## EXERCISE PROMPT:
Scan the entries that follow and work out how many lines contain "direction". Give the number and nothing else.

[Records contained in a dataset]

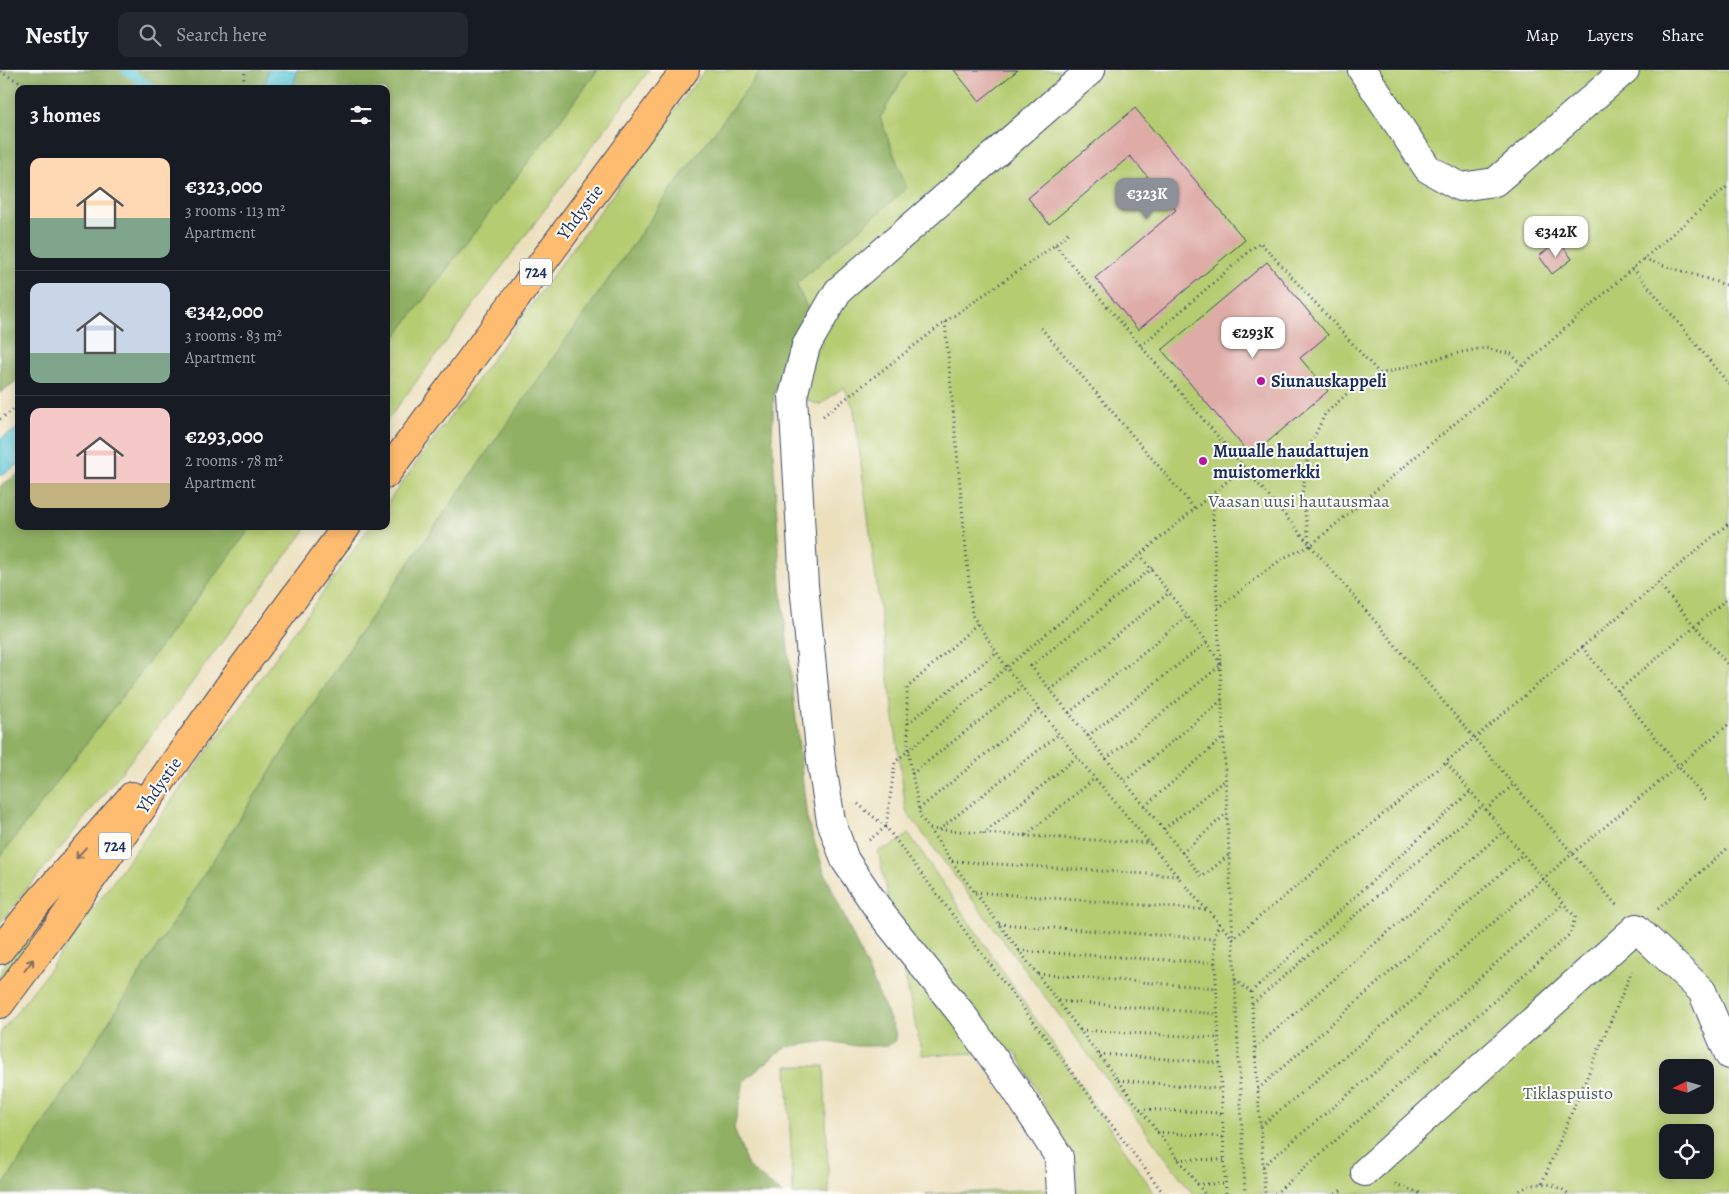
<!DOCTYPE html>
<html lang="en">
<head>
<meta charset="utf-8">
<style>
	body { margin:0; font-family:Alegreya,serif; background:#242831; color:#f1f3f6; height:100vh; display:flex; flex-direction:column; font-size:19px; white-space:nowrap }
	* { box-sizing:border-box; margin:0 }
	p { font-size:16px; color:#9ea1a6 }
	.icon { flex:none; width:28px; height:28px; fill:none; stroke:currentColor; stroke-width:2; stroke-linecap:round; stroke-linejoin:round }
	.map { position:relative; flex:1; overflow:hidden }
	.details { position:absolute; left:15px; top:15px; width:375px; height:445px; display:flex; flex-direction:column; background:#171b24; border-radius:10px; box-shadow:0 2px 12px #0003 }
	.details>* { flex:none }
	.needle { width:32px; rotate:265deg }
	.buttons { position:absolute; left:1659px; top:989px; display:grid; gap:10px }
	.buttons a { display:grid; place-items:center; width:55px; height:55px; border-radius:10px; background:#171b24; box-shadow:0 2px 12px #0003; font-size:25px }
	.price { position:absolute; translate:-50% -42px; padding:0 11px; border-radius:10px; background:#fff; color:#222; font-size:16px; line-height:32px; filter:drop-shadow(0 1px 2px #0008) }
	.price::after { content:''; position:absolute; left:50%; top:30px; width:15px; height:11px; margin-left:-8px; background:inherit; clip-path:polygon(0 0,100% 0,50% 100%) }
	.price.active { background:#8c9099; color:#fff }
	ul { padding:0; list-style:none }
	li { display:flex; align-items:center; gap:15px; height:125px; padding:0 15px }
	li+li { border-top:1px solid #363941 }
	li span { display:grid; place-items:center; flex:none; width:140px; height:100px; border-radius:10px; color:#555 }
	li>.icon { margin-inline-start:auto }
	span .icon { width:60px; height:60px; fill:#fffc; stroke-width:1 }
	li b { font-size:21px }
	h2 { display:flex; justify-content:space-between; align-items:center; height:60px; padding:0 15px; font-size:21px }
	header { display:flex; align-items:center; gap:30px; box-sizing:border-box; height:70px; padding:0 25px; background:#171b24; border-bottom:1px solid #363941 }
	header strong { font-size:24px }
	nav { display:flex; gap:28px; margin-inline-start:auto; font-size:18px }
	.search { width:350px; height:45px; background:#242831; display:flex; align-items:center; gap:12px; box-sizing:border-box; padding:0 18px; border-radius:10px; color:#9ea1a6; font-size:19px }
	.map>svg:first-child { display:block }
	.green { fill:#b5cc71; stroke:#687e68; fill-rule:evenodd }
	.forest { fill:#90b063; stroke:#567060 }
	.water { fill:#5dc8d7; stroke:#3c7c9a }
	.lines { fill:none; stroke-linecap:round; stroke-linejoin:round }
	.stream { stroke:#5dc8d7; stroke-width:9 }
	.building { fill:#deaba7 }
	.minor-casing { stroke:#3a496c; stroke-width:30 }
	.major-casing { stroke:#3a496c; stroke-width:30 }
	.path { stroke:#3a496c; stroke-width:3; stroke-dasharray:1 4; stroke-linecap:butt }
	.minor { stroke:#fff; stroke-width:28 }
	.major { stroke:#febc70; stroke-width:28 }
	.oneway { stroke:#816e66 }
	.poi-dot { fill:#b5179e; stroke:#fdfcf7; stroke-width:2 }
	.labels { text-anchor:middle; dominant-baseline:central; stroke-width:4; stroke-linejoin:round; paint-order:stroke }
	.shield { fill:#fdfcf7; stroke:#5f6c8c; stroke-width:1 }
	.shield-label { font-size:16px; font-weight:bold; fill:#1b2f5e }
	.street-label { font-size:18px; fill:#1b2f5e; stroke:#fdfcf7 }
	.poi-label { font-size:18px; font-weight:bold; fill:#1b2f5e; stroke:#fdfcf7; text-anchor:start }
	.park-label { font-size:18px; fill:#495e64; stroke:#fdfcf7 }
</style>
</head>
<body>
<header>
<strong>Nestly</strong>
<div class="search"><svg class="icon" aria-label="search" viewBox="0 0 24 24"><circle cx="10" cy="10" r="6"/><path d="M15 15l6 6"/></svg>Search here</div>
<nav><a>Map</a><a>Layers</a><a>Share</a></nav>
</header>
<div class="map">
<svg width="1729" height="1124" viewBox="0 0 1729 1124">
	<rect width="100%" height="100%" fill="#fdfcf7"/>
	<filter id="ink" filterUnits="userSpaceOnUse"><feTurbulence type="fractalNoise" baseFrequency=".02" numOctaves="2"/><feDisplacementMap in="SourceGraphic" scale="10" xChannelSelector="R" yChannelSelector="G"/><feConvolveMatrix kernelMatrix="1 2 1 2 8 2 1 2 1" color-interpolation-filters="sRGB"/></filter>
	<filter id="wash" filterUnits="userSpaceOnUse"><feTurbulence type="fractalNoise" baseFrequency=".0096" numOctaves="4" result="noise"/><feDisplacementMap in="SourceGraphic" scale="20" xChannelSelector="R" yChannelSelector="G"/><feGaussianBlur stdDeviation="1.12" result="paint"/><feColorMatrix in="noise" values="0 0 0 0 0 0 0 0 0 0 0 0 0 0 0 0 0 1.4 0 .05"/><feComposite in="paint" operator="in"/></filter>
	<g filter="url(#wash)">
		<rect width="100%" height="100%" fill="#ebdfbc"/>
		<!-- green -->
		<g class="green">
			<path d="M598,0H649L386,352V279Z"/>
			<path d="M705,0H761L676,113L355,570L0,1121V963L40,912L371,456H386V435L561,194Z"/>
			<path d="M908,0H1729V1124H1193L906,741L854,339L844,317L819,335L803,328L816,281L823,273L796,214L906,118L880,48ZM1668,998H1705V1035H1668ZM1668,1062H1705V1100H1668Z"/>
			<path d="M252,456H308L176,634L0,853V787Z"/>
			<path d="M909,764L1155,1124H1076V1093L1016,982L922,985L878,781L894,775Z"/>
			<path d="M103,767L0,918V902L25,865Z"/>
			<path d="M787,996H824L829,1124H793Z"/>
			<path d="M1047,1119V1124H925Z"/>
		</g>
		<!-- forest -->
		<g class="forest">
			<path d="M0,0H268L264,19H19V309L0,323Z"/>
			<path d="M297,0H598L386,279V19H293Z"/>
			<path d="M761,0H908L880,48L907,118L796,214L808,240L790,270L774,325L772,363L781,516L807,749L824,801L896,963L894,972L887,976H856L829,971L785,977L744,1011L734,1058L748,1097L782,1124H0V1121L355,570L676,113Z"/>
			<path d="M19,404V456H252L0,787V416Z"/>
		</g>
		<!-- water -->
		<g class="water">
			<path d="M268,0H297L293,19H264Z"/>
			<path d="M19,358V394L0,406V369Z"/>
		</g>
		<g class="lines">
			<!-- stream -->
			<path class="stream" d="M126,0L153,19"/>
		</g>
		<g id="blocks">
			<!-- building -->
			<g class="building">
				<path d="M954,0H1018L979,31Z"/>
				<path d="M1135,38L1245,170L1138,260L1095,208L1176,140L1130,86L1049,154L1028,128Z"/>
				<path d="M1559,171L1572,189L1552,204L1539,186Z"/>
				<path d="M1267,192L1328,265L1300,288L1328,321L1251,386L1162,280Z"/>
			</g>
		</g>
	</g>
	<g filter="url(#ink)">
		<use href="#blocks" fill-opacity="0" stroke="#3a496c" stroke-width="1"/>
		<g class="lines">
			<!-- minor casing -->
			<g class="minor-casing">
				<g id="minor">
					<path d="M1362,0L1428,99L1460,117L1495,112L1625,0"/>
					<path d="M1365,1102L1636,858L1702,921L1729,985"/>
					<path d="M1061,1124L1059,1087L1016,1020L961,943L883,846L845,790L831,751L821,690L804,515L793,326L806,276L838,221L1091,0"/>
				</g>
			</g>
			<!-- major casing -->
			<g class="major-casing">
				<g id="major">
					<path d="M386,404L685,0"/>
					<path d="M0,880L38,833L132,726"/>
					<path d="M0,934L56,859L229,616L347,456"/>
				</g>
			</g>
			<!-- path -->
			<g class="path">
				<path d="M0,2L34,19"/>
				<path d="M243,19L245,0"/>
				<path d="M1055,175L1618,837"/>
				<path d="M1644,189L1729,216"/>
				<path d="M1633,198L1729,314"/>
				<path d="M945,252L972,545L1007,598L1077,687L1201,834L1208,840L1233,869L1446,692L1729,453"/>
				<path d="M1041,258L1195,439"/>
				<path d="M1141,276L1260,172L1380,304"/>
				<path d="M823,346L945,252L1055,175L1070,161"/>
				<path d="M0,349L19,336"/>
				<path d="M1212,424L1245,1124"/>
				<path d="M1310,476L1302,425L1309,378L1325,344L1352,319L1380,304L1462,282L1485,278L1511,284L1523,296"/>
				<path d="M1152,498L1031,596L1202,807L1229,785"/>
				<path d="M1658,513L1729,596"/>
				<path d="M1218,538L1283,488L1310,476L1523,296L1633,198L1729,115"/>
				<path d="M977,554L907,618L908,681L920,746L963,807L1205,1124"/>
				<path d="M1582,577L1706,730"/>
				<path d="M1050,620L1170,522"/>
				<path d="M1618,621L1729,527"/>
				<path d="M1069,643L1188,546"/>
				<path d="M908,653L997,582"/>
				<path d="M1088,666L1207,572"/>
				<path d="M1106,689L1221,595L1207,572L1140,485"/>
				<path d="M912,704L1022,617"/>
				<path d="M1125,711L1222,630"/>
				<path d="M858,734L886,757L1164,1124"/>
				<path d="M1145,736L1223,668"/>
				<path d="M919,739L1040,639"/>
				<path d="M1486,740L1514,714"/>
				<path d="M930,759C1003,765 1076,769 1150,773"/>
				<path d="M1164,759L1225,710"/>
				<path d="M939,760L1059,664"/>
				<path d="M983,764L1077,687"/>
				<path d="M1026,765L1094,709"/>
				<path d="M869,770L886,757L895,692L1244,397"/>
				<path d="M1182,783L1227,743"/>
				<path d="M952,791L1178,806"/>
				<path d="M975,822L1207,840"/>
				<path d="M1658,839L1729,777"/>
				<path d="M1219,853L1214,869L1226,1124"/>
				<path d="M999,854L1214,869"/>
				<path d="M1019,881L1215,893"/>
				<path d="M1038,904L1217,918"/>
				<path d="M1235,910L1251,922L1265,1124"/>
				<path d="M1251,922L1471,721"/>
				<path d="M1059,931L1218,944"/>
				<path d="M1252,934L1483,735"/>
				<path d="M1080,960L1219,968"/>
				<path d="M1255,978L1504,761"/>
				<path d="M1099,984L1220,993"/>
				<path d="M1118,1010L1221,1019"/>
				<path d="M1258,1019L1523,784"/>
				<path d="M1140,1039L1222,1043"/>
				<path d="M1261,1056L1418,926L1431,907L1573,783L1729,654"/>
				<path d="M1157,1062L1223,1067"/>
				<path d="M1178,1089L1224,1090"/>
				<path d="M1263,1096L1387,992L1434,948L1564,833"/>
				<path d="M1542,1113L1632,901"/>
				<path d="M1197,1114H1225"/>
				<path d="M1395,1114L1423,1124"/>
				<path d="M1275,1124L1570,864L1575,847L1446,692"/>
				<path d="M1336,1124L1344,1118"/>
				<path d="M1516,1124C1530,1111 1554,1110 1568,1124"/>
			</g>
			<!-- minor -->
			<use href="#minor" class="minor"/>
			<!-- major -->
			<use href="#major" class="major"/>
		</g>
		<!-- one-way arrows -->
		<defs><path id="oneway-shaft" d="M-6 0H5M1.5-3L5.5 0L1.5 3" fill="none" stroke-width="1.6" stroke-linecap="round" stroke-linejoin="round" transform="scale(1.25)"/></defs>
		<g class="oneway">
			<use href="#oneway-shaft" transform="translate(81 783) rotate(131)"/>
			<use href="#oneway-shaft" transform="translate(29 895) rotate(-53)"/>
		</g>
	</g>
	<!-- markers -->
	<g class="poi-dot">
		<circle cx="1261" cy="311" r="5"/>
		<circle cx="1203" cy="391" r="5"/>
	</g>
	<g class="labels">
		<!-- shield labels -->
		<g class="shield">
			<rect x="520" y="188.5" width="32" height="27" rx="4"/>
			<rect x="99" y="762.5" width="32" height="27" rx="4"/>
		</g>
		<g class="shield-label">
			<text x="536" y="202">724</text>
			<text x="115" y="776">724</text>
		</g>
		<!-- street labels -->
		<g class="street-label">
			<text transform="translate(580 142) rotate(-53)">Yhdystie</text>
			<text transform="translate(159 715) rotate(-55)">Yhdystie</text>
		</g>
		<!-- poi labels -->
		<g class="poi-label">
			<text x="1271" y="311">Siunauskappeli</text>
			<text x="1213" y="381">Muualle haudattujen<tspan x="1213" dy="21">muistomerkki</tspan></text>
		</g>
		<!-- park labels -->
		<g class="park-label">
			<text x="1299" y="431">Vaasan uusi hautausmaa</text>
			<text x="1568" y="1023">Tiklaspuisto</text>
		</g>
	</g>
</svg>
<div class="buttons">
<a><svg class="needle" viewBox="-14 -14 28 28"><path d="M0-13l5 13h-10z" fill="#e53935"/><path d="M0 13l5-13h-10z" fill="#9ea1a6"/></svg></a>
<a><svg class="icon" aria-label="locate" viewBox="0 0 24 24"><circle cx="12" cy="12" r="6"/><path d="M12 2v4M12 18v4M2 12h4M18 12h4"/></svg></a>
</div>
<b class="price active" style="left:1147px;top:150px">€323K</b>
<b class="price" style="left:1556px;top:188px">€342K</b>
<b class="price" style="left:1253px;top:289px">€293K</b>
<section class="details">
<h2>3 homes<svg class="icon" aria-label="filters" viewBox="0 0 24 24"><path d="M4 7h16M4 17h16"/><circle cx="9" cy="7" r="2"/><circle cx="15" cy="17" r="2"/></svg></h2>
<ul>
<li><span style="background:linear-gradient(#ffd9b3 60%,#7fa58c 0)"><svg class="icon" aria-label="home" viewBox="0 0 24 24"><path d="M3 11l9-7 9 7M6 9v11h12V9"/></svg></span><div><b>€323,000</b><p>3 rooms · 113 m²</p><p>Apartment</p></div></li>
<li><span style="background:linear-gradient(#c9d6e8 70%,#7fa58c 0)"><svg class="icon" aria-label="home" viewBox="0 0 24 24"><path d="M3 11l9-7 9 7M6 9v11h12V9"/></svg></span><div><b>€342,000</b><p>3 rooms · 83 m²</p><p>Apartment</p></div></li>
<li><span style="background:linear-gradient(#f6c9c9 75%,#c2b280 0)"><svg class="icon" aria-label="home" viewBox="0 0 24 24"><path d="M3 11l9-7 9 7M6 9v11h12V9"/></svg></span><div><b>€293,000</b><p>2 rooms · 78 m²</p><p>Apartment</p></div></li>
</ul>
</section>
</div>
</body>
</html>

## EXERCISE RESPONSE:
2